Task description →
Repeat the lines from the line with "inset:0; background:#ce8769; transform-origin:0" to the line with "filter:drop-shadow(2px 0 #634933)" in the listing below, keeping both end lines and adding nothing.

Exercise data →
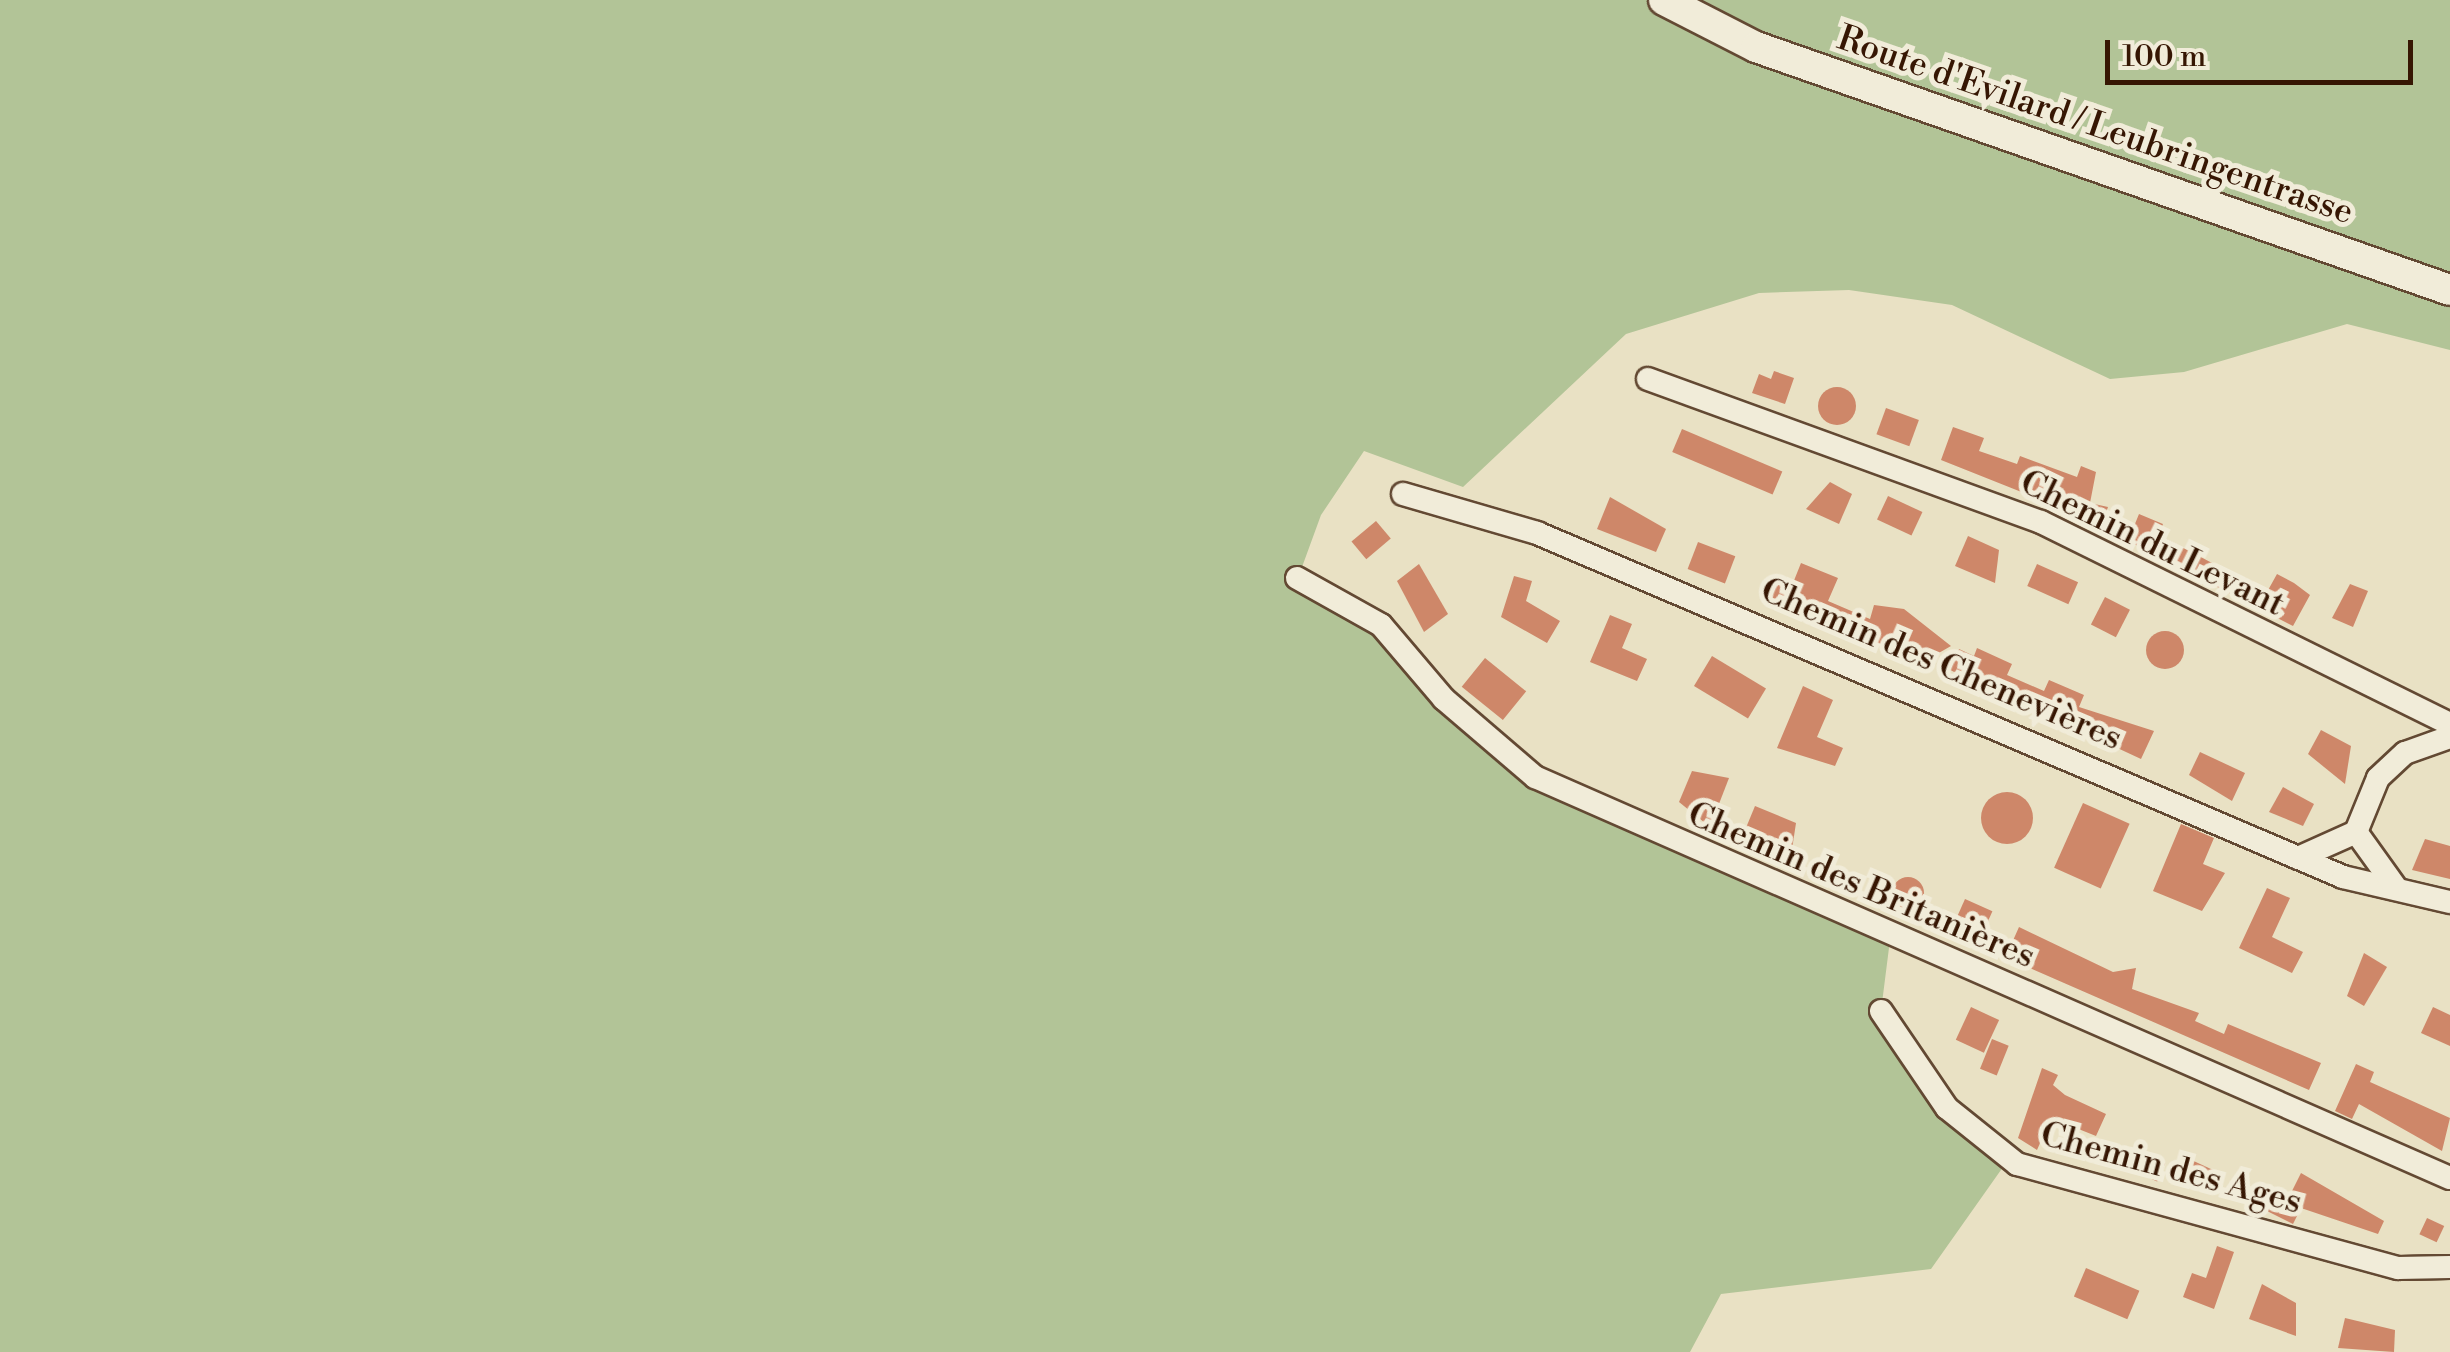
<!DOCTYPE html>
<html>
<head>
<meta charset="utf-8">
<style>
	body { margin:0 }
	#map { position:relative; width:2450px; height:1352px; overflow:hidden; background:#e9e1c4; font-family:"Libre Bodoni",serif }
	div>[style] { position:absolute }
	.green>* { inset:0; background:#b2c497 }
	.building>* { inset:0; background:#ce8769; transform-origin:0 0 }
	.round { border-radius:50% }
	.roads { filter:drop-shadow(2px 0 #634933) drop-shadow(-2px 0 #634933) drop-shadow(0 2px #634933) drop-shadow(0 -2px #634933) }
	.minor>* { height:22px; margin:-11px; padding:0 11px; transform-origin:11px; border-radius:11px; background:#f1ecd9 }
	.tertiary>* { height:30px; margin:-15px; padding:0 15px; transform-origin:15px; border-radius:15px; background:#f1ecd9 }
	span { translate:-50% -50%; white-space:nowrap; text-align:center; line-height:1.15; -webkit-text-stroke:10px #f1ecd9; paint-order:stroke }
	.street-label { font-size:35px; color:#361603 }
	.scale { position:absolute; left:2105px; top:40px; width:308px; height:45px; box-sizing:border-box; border:5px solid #361603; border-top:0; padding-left:12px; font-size:30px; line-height:35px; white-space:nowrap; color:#361603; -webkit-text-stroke:8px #f1ecd9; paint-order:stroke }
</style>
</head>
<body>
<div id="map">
	<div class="green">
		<i style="clip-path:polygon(0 0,2450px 0,2450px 350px,2347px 324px,2184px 372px,2110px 379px,1952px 305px,1849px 290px,1759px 293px,1626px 334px,1463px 487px,1364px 451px,1321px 515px,1298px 578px,1347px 598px,1535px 777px,1891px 932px,1881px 1011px,1947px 1108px,2008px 1160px,1931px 1269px,1721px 1294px,1690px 1352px,0 1352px)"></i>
	</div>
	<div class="building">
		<i style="clip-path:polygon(1774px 371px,1794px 378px,1785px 404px,1752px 393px,1759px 374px,1771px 379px)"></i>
		<i class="round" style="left:1818px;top:387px;width:38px;height:38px"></i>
		<i style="left:1886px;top:408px;width:35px;height:28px;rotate:20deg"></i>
		<i style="clip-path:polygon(1953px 427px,1984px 438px,1979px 451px,2017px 464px,2020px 456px,2077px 477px,2081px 466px,2096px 472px,2090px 503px,2108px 507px,2102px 524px,1941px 460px)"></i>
		<i style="left:1682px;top:429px;width:109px;height:25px;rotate:23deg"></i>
		<i style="clip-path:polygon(1830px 482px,1852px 494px,1839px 524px,1806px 509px)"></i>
		<i style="left:1888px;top:496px;width:38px;height:26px;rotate:25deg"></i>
		<i style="clip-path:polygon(1610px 497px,1666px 529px,1656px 552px,1597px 529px)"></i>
		<i style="clip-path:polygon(2139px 514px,2163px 524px,2159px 535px,2267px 592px,2277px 574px,2294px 583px,2310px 595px,2293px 626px,2128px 541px)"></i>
		<i style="left:1376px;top:521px;width:23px;height:32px;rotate:50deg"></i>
		<i style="clip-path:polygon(1968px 536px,1999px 550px,1995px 583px,1955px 566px)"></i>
		<i style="left:1698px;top:542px;width:40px;height:29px;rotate:21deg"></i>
		<i style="clip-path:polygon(1801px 563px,1838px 578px,1828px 601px,1870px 619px,1874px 605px,1904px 609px,1951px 646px,1923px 662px,1769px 598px,1776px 581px,1791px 588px)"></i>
		<i style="clip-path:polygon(1419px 564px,1448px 614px,1424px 632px,1397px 581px)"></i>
		<i style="left:2037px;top:564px;width:45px;height:24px;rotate:24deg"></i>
		<i style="clip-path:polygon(1514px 576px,1532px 581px,1526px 601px,1560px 621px,1547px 643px,1501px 617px)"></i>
		<i style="clip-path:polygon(2350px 584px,2368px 591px,2353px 627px,2332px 618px)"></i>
		<i style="left:2105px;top:597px;width:28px;height:31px;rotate:27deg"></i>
		<i style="clip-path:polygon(1610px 615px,1632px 624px,1622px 648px,1647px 659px,1637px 681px,1590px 662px)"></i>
		<i class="round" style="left:2146px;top:631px;width:38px;height:38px"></i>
		<i style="clip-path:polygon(1977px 648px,2012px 664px,2007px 675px,2044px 691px,2049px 680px,2084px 695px,2079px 707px,2154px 731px,2141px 759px,1950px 670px,1959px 649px,1974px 656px)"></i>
		<i style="left:1712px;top:656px;width:63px;height:35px;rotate:31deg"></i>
		<i style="left:1485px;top:658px;width:53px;height:37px;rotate:39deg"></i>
		<i style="clip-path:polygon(1803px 686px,1833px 700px,1817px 737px,1843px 748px,1835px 766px,1777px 748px)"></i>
		<i style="clip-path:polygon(2321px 730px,2351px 746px,2345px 784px,2308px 754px)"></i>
		<i style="clip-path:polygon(2200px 752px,2245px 773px,2232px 801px,2189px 775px)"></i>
		<i style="clip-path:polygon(1692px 771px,1729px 778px,1710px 827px,1679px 802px)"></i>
		<i style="clip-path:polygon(2283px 787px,2314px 804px,2303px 826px,2269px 812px)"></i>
		<i class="round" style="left:1981px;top:792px;width:52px;height:52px"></i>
		<i style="left:2083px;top:803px;width:51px;height:71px;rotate:24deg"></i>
		<i style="clip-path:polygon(1755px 806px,1796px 823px,1791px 856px,1743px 835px)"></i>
		<i style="clip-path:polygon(2181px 824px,2214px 838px,2203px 864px,2225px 873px,2202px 911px,2153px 891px)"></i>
		<i style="clip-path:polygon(2425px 839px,2450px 846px,2450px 879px,2412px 870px)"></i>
		<i class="round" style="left:1892px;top:877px;width:32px;height:32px"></i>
		<i style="clip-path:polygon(2267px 888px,2290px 898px,2272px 937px,2303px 952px,2292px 973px,2239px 948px)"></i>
		<i style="left:1965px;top:899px;width:30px;height:29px;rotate:24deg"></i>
		<i style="clip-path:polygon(2019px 927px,2113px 972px,2136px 968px,2132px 989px,2199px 1013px,2195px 1021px,2224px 1034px,2228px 1024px,2321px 1063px,2309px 1090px,2032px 969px,2007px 954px)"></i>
		<i style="clip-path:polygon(2364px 953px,2387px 967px,2364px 1006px,2347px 996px)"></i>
		<i style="left:1971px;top:1007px;width:31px;height:36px;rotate:25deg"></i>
		<i style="clip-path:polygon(2433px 1007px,2450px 1015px,2450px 1046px,2421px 1033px)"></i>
		<i style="left:1992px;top:1039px;width:18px;height:32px;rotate:22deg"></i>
		<i style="clip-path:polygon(2356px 1064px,2374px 1072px,2370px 1082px,2450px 1118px,2442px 1151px,2359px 1104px,2352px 1119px,2335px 1111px)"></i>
		<i style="clip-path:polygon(2042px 1068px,2058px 1075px,2053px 1085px,2065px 1095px,2106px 1114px,2096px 1136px,2051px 1118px,2037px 1150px,2018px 1138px)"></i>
		<i style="left:2147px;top:1155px;width:20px;height:20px;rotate:24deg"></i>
		<i style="left:2185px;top:1157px;width:31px;height:23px;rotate:25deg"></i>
		<i style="clip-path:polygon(2301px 1173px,2384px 1221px,2378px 1234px,2301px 1208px,2293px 1224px,2267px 1211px,2277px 1193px,2288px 1199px)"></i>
		<i style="left:2427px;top:1218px;width:19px;height:18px;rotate:25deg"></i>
		<i style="clip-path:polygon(2217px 1246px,2234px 1252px,2214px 1309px,2183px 1297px,2192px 1273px,2206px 1278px)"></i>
		<i style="left:2086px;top:1268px;width:58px;height:31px;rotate:23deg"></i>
		<i style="clip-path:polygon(2262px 1284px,2296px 1303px,2296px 1336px,2249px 1319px)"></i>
		<i style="clip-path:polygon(2345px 1318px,2395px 1330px,2394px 1352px,2338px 1348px)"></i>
	</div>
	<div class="roads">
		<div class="minor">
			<i style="left:1648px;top:379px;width:418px;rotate:20deg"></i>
			<i style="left:2041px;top:522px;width:456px;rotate:26.3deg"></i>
			<i style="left:1403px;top:494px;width:140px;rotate:16.2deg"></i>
			<i style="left:1537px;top:533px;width:876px;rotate:23.11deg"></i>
			<i style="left:2343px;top:877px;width:110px;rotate:13.2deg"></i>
			<i style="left:1297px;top:578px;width:96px;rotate:29.2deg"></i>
			<i style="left:1381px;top:625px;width:97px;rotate:49.6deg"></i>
			<i style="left:1444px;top:699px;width:120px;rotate:40.6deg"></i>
			<i style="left:1535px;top:777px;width:999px;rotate:23.67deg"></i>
			<i style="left:2356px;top:832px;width:70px;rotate:54.3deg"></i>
			<i style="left:2298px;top:858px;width:64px;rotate:-24.1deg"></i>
			<i style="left:2356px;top:832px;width:58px;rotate:-67.8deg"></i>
			<i style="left:2378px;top:778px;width:37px;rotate:-43deg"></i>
			<i style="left:2405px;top:753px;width:48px;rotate:-19.6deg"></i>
			<i style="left:1881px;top:1011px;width:117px;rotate:55.8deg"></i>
			<i style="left:1947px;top:1108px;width:90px;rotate:38.7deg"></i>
			<i style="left:2017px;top:1164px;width:395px;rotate:15.3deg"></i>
			<i style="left:2398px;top:1268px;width:52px;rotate:-1.1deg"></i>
		</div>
		<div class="tertiary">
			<i style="left:1664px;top:0;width:103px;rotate:27.1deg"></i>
			<i style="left:1756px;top:47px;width:735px;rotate:19.3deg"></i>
		</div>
	</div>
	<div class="street-label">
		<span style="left:2095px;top:126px;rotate:19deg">Route d'Evilard / Leubringentrasse</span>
		<span style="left:2152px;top:544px;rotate:26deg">Chemin du Levant</span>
		<span style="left:1941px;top:665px;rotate:23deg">Chemin des Chenevières</span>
		<span style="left:1861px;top:886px;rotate:23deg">Chemin des Britanières</span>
		<span style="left:2171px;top:1169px;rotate:15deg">Chemin des Ages</span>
	</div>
	<div class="scale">100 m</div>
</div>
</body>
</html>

Exercise answer →
	.building>* { inset:0; background:#ce8769; transform-origin:0 0 }
	.round { border-radius:50% }
	.roads { filter:drop-shadow(2px 0 #634933) drop-shadow(-2px 0 #634933) drop-shadow(0 2px #634933) drop-shadow(0 -2px #634933) }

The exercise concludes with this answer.